■ **Work order**
Locate the word "read" in the entries below, then gather every line that holds it.

■ **Provided entries**
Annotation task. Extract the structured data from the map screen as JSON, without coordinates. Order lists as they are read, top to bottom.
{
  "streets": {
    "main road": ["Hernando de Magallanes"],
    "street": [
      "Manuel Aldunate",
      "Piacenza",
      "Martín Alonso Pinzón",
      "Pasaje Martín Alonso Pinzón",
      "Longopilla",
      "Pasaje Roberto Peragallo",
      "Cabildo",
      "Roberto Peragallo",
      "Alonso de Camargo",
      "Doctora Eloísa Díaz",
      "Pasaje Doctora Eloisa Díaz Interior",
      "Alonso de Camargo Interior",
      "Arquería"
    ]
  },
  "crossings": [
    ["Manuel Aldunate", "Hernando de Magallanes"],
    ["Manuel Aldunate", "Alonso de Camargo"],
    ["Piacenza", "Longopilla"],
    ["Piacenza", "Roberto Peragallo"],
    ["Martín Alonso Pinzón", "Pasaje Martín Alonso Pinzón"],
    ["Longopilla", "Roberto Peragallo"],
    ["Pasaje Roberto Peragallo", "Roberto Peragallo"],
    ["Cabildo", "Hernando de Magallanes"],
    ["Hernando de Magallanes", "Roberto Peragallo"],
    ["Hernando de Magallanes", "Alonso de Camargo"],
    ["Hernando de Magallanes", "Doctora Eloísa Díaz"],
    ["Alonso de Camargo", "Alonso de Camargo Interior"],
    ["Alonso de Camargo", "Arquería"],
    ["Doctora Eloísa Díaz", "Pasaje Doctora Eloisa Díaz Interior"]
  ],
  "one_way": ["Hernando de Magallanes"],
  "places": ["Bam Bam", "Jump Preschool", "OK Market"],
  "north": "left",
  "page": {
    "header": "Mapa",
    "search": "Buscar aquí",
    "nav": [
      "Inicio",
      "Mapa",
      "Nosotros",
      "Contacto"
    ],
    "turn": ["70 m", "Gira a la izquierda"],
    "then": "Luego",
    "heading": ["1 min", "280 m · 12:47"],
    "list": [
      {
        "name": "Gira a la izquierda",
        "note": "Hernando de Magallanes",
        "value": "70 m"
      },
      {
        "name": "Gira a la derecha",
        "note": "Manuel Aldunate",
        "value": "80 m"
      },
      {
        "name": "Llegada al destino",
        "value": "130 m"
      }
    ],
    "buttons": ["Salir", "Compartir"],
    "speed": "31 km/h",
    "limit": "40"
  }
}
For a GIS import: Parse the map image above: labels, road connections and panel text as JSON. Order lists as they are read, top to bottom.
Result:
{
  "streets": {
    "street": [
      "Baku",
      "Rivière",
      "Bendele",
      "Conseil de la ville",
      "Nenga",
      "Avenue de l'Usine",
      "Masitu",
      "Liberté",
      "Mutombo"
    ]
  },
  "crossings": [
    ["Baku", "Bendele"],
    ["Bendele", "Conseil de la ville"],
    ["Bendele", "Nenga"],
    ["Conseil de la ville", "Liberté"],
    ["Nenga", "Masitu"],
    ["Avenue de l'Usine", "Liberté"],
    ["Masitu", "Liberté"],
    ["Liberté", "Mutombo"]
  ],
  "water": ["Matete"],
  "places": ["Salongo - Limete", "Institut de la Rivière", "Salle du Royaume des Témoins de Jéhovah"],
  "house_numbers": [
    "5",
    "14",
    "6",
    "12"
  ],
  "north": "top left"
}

■ **Answer area**
Annotation task. Extract the structured data from the map screen as JSON, without coordinates. Order lists as they are read, top to bottom.
For a GIS import: Parse the map image above: labels, road connections and panel text as JSON. Order lists as they are read, top to bottom.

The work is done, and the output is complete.